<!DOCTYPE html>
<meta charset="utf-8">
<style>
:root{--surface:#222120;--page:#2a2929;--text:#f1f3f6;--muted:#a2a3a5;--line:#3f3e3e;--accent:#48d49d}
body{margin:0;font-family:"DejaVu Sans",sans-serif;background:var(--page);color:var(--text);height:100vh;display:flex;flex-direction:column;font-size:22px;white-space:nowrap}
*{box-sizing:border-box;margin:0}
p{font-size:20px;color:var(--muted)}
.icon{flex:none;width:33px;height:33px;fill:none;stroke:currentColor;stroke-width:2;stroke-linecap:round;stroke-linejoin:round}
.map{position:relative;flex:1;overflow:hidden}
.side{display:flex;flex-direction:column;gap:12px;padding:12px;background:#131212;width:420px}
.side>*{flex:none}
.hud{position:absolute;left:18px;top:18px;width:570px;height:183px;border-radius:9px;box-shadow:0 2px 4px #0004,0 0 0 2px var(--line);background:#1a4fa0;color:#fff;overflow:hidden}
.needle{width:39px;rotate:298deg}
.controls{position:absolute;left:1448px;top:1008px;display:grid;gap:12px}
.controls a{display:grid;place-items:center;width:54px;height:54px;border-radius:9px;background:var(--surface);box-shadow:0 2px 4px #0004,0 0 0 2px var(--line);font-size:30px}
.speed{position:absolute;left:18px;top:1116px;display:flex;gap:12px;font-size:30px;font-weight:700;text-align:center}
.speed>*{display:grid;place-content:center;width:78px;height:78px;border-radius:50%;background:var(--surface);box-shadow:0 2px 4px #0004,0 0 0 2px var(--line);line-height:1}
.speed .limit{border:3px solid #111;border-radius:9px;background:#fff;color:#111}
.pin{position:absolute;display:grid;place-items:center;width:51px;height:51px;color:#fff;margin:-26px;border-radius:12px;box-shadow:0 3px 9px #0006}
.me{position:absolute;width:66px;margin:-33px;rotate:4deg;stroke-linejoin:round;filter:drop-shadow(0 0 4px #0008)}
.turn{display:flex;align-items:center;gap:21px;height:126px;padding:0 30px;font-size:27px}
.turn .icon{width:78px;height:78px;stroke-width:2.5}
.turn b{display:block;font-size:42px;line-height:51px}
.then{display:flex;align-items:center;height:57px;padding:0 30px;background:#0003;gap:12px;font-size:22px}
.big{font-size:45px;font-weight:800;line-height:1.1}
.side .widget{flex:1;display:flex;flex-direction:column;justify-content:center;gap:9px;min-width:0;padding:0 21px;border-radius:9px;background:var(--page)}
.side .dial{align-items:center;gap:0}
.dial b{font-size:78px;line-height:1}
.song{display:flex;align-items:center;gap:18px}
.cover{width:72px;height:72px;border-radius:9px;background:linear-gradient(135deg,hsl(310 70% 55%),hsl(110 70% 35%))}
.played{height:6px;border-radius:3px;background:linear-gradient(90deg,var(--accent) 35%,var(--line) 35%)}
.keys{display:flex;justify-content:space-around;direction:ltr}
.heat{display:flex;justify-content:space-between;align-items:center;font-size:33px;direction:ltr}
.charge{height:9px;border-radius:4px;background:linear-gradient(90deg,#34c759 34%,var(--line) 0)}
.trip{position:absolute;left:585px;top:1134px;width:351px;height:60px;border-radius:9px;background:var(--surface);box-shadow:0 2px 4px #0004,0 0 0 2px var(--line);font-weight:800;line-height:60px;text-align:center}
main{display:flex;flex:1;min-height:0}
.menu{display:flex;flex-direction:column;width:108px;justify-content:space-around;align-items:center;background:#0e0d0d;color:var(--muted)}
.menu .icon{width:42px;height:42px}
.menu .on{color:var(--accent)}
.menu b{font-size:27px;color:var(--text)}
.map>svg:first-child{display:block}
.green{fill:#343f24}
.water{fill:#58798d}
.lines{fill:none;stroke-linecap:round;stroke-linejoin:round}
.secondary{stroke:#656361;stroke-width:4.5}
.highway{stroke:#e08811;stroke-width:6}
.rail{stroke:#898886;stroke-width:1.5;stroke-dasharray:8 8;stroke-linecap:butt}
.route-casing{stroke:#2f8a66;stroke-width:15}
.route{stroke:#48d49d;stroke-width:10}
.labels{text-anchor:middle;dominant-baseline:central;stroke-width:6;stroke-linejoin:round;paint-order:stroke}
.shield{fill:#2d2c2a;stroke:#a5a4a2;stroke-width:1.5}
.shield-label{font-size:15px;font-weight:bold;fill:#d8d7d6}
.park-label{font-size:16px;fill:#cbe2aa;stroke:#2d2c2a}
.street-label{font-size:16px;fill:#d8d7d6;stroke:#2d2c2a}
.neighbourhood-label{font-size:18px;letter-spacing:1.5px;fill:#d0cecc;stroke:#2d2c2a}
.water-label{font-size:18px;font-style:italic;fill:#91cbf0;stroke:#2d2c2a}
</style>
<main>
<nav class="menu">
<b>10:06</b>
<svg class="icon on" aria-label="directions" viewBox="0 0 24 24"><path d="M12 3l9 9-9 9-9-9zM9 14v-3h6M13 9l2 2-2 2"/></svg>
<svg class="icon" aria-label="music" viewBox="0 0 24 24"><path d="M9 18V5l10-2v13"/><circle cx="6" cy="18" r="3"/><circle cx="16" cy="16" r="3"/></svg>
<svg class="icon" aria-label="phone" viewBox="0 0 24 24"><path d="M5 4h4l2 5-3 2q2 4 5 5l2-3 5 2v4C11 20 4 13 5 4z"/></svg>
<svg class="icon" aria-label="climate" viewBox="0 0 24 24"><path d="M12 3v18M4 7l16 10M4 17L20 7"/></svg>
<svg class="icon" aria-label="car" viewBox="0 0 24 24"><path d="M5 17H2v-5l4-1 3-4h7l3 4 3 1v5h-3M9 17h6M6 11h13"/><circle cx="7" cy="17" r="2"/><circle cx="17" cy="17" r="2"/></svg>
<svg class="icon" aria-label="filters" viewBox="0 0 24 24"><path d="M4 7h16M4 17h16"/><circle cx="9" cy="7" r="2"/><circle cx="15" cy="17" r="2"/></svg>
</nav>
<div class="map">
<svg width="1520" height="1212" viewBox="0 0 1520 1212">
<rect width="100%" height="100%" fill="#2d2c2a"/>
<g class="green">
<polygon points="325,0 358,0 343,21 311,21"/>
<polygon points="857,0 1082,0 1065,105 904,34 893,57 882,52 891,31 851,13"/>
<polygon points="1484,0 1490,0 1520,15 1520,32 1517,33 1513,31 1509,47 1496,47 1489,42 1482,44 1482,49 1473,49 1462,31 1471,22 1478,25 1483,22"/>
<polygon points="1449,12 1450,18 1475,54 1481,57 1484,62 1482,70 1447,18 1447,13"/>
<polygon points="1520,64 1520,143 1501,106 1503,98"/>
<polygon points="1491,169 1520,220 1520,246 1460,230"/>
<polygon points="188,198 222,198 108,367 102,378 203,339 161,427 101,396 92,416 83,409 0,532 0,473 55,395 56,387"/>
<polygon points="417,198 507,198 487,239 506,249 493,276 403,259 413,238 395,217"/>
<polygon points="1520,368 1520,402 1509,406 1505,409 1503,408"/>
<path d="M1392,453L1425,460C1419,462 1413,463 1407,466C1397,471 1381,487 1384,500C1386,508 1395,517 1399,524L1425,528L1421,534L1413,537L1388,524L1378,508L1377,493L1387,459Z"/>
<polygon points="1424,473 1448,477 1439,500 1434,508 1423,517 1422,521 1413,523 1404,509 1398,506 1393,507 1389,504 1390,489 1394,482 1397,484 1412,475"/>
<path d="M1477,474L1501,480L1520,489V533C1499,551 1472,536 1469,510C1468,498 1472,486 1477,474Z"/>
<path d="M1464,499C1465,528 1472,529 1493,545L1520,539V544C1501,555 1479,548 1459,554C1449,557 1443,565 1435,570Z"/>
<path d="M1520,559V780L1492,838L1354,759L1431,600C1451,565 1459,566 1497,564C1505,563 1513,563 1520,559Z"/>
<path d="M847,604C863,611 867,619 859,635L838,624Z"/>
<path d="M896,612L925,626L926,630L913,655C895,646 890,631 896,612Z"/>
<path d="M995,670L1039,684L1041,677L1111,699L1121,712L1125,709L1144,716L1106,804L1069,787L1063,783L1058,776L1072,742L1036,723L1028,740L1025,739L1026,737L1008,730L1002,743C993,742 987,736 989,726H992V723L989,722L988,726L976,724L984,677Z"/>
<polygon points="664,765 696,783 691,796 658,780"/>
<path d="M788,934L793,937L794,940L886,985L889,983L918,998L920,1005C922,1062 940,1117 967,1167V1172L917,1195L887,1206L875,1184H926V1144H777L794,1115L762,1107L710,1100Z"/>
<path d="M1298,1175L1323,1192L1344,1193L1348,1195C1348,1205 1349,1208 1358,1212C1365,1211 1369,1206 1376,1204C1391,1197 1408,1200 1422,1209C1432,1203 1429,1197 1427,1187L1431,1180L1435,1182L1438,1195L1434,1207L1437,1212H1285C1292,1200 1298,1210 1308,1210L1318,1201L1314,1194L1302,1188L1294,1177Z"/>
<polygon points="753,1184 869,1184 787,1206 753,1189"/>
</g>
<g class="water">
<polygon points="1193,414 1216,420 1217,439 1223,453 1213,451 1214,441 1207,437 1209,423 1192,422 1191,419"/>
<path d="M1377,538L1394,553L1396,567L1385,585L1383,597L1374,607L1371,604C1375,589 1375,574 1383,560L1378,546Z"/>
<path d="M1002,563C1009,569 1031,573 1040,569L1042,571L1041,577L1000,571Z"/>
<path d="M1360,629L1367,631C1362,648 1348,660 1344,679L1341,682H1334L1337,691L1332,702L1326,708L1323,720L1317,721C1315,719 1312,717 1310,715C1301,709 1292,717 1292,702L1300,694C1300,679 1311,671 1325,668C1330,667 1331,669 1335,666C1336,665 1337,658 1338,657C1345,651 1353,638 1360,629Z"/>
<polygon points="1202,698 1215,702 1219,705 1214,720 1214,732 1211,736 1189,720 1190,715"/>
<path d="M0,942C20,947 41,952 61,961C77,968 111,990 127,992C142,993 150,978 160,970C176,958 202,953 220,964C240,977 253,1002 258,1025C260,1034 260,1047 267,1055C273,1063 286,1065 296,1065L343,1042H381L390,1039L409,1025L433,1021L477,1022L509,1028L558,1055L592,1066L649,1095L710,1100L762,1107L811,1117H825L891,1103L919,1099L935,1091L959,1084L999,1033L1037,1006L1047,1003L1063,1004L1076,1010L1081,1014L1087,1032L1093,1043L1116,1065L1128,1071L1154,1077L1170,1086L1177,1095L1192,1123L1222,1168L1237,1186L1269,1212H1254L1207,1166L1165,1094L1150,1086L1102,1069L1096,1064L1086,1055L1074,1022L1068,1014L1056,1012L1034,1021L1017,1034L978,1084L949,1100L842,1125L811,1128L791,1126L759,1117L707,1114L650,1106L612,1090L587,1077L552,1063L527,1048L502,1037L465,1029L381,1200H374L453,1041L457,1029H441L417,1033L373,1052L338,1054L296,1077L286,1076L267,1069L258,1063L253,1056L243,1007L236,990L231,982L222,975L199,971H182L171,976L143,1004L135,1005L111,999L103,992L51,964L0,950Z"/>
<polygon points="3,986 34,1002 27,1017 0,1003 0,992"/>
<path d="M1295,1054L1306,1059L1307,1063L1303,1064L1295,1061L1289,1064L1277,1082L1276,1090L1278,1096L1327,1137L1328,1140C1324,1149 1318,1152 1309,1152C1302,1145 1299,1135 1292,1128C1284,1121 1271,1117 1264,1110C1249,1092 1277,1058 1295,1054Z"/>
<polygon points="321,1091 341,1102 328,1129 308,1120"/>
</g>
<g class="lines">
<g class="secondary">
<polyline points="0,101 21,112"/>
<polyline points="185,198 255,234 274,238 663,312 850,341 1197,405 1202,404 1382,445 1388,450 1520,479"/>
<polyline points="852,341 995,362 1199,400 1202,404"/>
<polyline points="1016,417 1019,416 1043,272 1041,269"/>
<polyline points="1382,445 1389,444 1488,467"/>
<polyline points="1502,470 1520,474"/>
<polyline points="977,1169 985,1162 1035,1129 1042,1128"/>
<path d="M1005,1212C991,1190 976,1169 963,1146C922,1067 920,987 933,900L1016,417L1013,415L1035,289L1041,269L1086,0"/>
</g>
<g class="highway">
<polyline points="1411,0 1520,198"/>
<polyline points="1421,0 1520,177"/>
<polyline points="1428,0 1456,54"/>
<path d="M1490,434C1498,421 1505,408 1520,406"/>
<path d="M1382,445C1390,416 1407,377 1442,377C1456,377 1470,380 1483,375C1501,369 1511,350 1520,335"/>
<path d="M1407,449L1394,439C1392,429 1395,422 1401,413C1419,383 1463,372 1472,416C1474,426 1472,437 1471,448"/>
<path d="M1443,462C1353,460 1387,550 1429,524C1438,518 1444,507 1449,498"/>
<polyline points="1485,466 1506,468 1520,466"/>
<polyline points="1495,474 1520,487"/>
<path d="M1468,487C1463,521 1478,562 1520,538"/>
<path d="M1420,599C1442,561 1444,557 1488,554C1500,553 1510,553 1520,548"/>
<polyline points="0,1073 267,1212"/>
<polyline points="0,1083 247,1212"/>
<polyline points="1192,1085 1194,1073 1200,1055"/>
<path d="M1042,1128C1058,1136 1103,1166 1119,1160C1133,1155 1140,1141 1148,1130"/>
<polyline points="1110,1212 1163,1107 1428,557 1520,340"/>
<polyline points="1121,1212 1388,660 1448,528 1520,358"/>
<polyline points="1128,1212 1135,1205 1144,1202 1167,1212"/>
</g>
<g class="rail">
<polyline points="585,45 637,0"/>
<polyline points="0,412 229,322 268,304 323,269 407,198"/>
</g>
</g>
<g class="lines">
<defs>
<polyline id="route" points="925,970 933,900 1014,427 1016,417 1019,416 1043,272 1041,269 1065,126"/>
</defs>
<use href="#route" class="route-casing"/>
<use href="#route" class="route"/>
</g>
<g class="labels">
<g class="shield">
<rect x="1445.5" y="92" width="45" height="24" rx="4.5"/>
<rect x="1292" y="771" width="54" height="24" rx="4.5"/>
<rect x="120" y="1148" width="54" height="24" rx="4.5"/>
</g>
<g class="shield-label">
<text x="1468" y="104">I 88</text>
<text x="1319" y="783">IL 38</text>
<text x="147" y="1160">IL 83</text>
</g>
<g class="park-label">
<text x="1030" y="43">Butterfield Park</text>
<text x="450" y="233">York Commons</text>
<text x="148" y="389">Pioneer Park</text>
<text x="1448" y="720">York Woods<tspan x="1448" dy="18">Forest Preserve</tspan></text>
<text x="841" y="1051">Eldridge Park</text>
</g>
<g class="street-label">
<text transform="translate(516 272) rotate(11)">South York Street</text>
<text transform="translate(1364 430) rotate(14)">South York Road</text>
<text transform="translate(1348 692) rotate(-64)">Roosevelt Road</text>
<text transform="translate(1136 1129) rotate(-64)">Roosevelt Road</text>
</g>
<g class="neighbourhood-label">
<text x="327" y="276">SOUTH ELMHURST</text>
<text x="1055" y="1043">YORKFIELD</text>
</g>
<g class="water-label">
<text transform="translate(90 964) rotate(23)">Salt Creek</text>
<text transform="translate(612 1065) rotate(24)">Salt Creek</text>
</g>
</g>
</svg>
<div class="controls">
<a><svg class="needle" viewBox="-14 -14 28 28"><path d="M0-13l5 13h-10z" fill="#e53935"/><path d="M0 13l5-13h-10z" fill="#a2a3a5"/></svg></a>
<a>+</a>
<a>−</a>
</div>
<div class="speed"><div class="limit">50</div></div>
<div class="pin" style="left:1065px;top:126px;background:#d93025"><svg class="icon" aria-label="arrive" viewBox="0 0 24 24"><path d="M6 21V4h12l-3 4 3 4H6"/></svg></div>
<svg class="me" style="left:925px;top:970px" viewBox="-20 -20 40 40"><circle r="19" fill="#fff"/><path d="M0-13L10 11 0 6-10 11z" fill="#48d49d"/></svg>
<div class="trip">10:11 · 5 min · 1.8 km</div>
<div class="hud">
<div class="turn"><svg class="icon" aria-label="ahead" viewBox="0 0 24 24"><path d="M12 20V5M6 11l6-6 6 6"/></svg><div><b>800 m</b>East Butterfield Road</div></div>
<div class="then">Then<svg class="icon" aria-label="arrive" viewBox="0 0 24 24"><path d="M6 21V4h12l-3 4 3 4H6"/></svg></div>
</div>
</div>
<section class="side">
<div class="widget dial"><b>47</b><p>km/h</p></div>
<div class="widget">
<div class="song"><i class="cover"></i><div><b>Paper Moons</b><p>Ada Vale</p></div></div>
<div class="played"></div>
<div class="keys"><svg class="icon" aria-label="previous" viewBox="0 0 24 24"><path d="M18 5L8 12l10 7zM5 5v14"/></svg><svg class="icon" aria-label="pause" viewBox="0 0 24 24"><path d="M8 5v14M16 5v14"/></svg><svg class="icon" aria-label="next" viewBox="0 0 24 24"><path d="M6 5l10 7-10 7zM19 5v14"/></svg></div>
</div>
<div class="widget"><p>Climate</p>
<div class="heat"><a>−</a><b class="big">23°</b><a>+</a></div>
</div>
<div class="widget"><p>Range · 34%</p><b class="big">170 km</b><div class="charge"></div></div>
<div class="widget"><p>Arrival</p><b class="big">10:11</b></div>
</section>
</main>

--

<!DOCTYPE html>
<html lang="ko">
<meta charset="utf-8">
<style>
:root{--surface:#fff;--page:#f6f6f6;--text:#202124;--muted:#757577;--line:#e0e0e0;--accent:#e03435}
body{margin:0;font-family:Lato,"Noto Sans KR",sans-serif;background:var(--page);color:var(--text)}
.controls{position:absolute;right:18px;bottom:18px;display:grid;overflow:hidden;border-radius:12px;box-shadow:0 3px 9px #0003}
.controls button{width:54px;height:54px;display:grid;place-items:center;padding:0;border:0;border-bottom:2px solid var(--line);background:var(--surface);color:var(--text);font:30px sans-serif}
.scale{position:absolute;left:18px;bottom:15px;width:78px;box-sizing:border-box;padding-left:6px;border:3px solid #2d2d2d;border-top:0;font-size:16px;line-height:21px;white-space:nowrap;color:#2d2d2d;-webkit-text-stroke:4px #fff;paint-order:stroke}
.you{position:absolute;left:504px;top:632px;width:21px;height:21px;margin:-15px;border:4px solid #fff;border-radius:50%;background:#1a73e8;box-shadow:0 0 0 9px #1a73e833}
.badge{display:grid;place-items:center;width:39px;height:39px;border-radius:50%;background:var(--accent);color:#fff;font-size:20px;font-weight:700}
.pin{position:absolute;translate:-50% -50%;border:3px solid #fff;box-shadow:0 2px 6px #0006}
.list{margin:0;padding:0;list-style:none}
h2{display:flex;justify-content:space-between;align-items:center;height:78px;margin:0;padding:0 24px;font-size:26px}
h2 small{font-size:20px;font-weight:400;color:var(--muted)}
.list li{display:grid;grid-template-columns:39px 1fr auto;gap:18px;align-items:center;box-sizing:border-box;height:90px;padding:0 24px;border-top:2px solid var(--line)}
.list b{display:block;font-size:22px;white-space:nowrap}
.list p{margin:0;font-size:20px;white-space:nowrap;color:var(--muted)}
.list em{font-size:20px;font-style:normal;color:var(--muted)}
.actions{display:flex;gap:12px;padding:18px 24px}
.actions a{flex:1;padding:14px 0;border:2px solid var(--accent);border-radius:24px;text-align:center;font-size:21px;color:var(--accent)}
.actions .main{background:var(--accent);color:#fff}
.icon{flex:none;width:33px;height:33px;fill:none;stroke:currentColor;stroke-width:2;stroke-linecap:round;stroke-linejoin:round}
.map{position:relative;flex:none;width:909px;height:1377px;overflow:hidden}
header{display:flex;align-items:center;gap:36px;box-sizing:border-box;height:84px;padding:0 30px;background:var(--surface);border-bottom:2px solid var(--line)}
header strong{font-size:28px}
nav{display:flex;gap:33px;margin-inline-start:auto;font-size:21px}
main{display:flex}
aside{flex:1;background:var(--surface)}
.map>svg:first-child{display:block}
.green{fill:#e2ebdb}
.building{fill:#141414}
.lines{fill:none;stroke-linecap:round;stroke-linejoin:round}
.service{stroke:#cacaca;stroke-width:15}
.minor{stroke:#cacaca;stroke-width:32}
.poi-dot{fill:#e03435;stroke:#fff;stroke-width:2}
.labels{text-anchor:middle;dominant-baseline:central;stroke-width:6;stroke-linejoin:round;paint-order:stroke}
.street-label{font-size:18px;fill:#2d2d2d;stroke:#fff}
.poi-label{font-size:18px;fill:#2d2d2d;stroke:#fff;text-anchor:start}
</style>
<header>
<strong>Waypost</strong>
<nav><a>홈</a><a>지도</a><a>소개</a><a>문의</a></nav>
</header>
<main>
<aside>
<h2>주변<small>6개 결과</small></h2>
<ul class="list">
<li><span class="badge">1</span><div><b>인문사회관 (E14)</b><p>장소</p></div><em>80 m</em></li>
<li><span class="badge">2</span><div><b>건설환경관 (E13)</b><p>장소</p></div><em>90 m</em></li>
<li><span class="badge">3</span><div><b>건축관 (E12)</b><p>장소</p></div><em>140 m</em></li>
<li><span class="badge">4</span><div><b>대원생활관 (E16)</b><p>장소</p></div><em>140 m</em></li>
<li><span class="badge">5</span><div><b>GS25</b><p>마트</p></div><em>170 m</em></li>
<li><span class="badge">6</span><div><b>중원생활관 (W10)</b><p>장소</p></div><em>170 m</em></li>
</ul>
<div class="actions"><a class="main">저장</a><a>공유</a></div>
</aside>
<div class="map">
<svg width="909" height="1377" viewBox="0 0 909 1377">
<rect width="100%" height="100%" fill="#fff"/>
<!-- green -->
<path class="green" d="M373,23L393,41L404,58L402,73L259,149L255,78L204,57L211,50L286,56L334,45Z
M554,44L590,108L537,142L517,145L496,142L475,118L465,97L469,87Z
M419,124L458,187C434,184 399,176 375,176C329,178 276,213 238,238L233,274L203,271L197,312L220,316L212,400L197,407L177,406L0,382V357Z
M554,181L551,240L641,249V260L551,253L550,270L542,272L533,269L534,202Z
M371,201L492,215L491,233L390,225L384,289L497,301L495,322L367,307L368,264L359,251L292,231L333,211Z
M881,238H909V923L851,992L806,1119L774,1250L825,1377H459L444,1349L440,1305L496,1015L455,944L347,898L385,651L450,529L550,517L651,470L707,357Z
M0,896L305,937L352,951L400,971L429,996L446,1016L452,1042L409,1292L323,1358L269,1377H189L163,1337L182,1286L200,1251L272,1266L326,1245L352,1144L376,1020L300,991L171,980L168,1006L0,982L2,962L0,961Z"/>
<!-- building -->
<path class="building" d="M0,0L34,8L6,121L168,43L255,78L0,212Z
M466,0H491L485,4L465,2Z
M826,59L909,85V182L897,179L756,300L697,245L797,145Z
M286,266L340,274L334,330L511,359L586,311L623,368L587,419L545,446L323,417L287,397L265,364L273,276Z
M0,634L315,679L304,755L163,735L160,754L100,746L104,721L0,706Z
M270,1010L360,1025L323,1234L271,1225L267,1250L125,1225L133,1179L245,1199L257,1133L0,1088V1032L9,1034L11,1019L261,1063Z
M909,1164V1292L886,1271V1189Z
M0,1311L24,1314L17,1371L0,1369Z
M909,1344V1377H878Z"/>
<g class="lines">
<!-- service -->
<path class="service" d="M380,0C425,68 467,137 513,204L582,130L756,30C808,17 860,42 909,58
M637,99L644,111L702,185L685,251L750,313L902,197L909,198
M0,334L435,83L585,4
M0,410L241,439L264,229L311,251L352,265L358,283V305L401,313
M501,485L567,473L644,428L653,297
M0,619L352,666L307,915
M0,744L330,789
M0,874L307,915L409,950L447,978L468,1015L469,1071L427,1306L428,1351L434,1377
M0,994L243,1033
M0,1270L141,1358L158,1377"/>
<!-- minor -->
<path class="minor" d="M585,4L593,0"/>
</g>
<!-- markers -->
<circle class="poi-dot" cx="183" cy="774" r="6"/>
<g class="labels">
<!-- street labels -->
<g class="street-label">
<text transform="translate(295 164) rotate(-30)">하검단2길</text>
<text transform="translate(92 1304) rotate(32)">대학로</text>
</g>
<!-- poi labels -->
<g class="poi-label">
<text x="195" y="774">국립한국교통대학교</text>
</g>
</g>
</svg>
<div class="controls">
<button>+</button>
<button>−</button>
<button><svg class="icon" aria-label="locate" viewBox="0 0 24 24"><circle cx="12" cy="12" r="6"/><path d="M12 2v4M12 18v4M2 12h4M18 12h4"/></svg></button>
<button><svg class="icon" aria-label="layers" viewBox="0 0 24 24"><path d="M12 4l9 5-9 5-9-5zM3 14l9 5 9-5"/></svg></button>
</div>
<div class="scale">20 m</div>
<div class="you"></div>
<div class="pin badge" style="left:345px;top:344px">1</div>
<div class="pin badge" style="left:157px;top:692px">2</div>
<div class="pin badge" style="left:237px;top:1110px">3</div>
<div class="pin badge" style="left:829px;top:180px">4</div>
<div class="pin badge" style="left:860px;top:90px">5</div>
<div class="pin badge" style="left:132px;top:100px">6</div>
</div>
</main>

◆ Your objective
Wherever the word "list" occurs in the data above, copy the line it sits in.

◆ Exercise solution
.list{margin:0;padding:0;list-style:none}
.list li{display:grid;grid-template-columns:39px 1fr auto;gap:18px;align-items:center;box-sizing:border-box;height:90px;padding:0 24px;border-top:2px solid var(--line)}
.list b{display:block;font-size:22px;white-space:nowrap}
.list p{margin:0;font-size:20px;white-space:nowrap;color:var(--muted)}
.list em{font-size:20px;font-style:normal;color:var(--muted)}
<ul class="list">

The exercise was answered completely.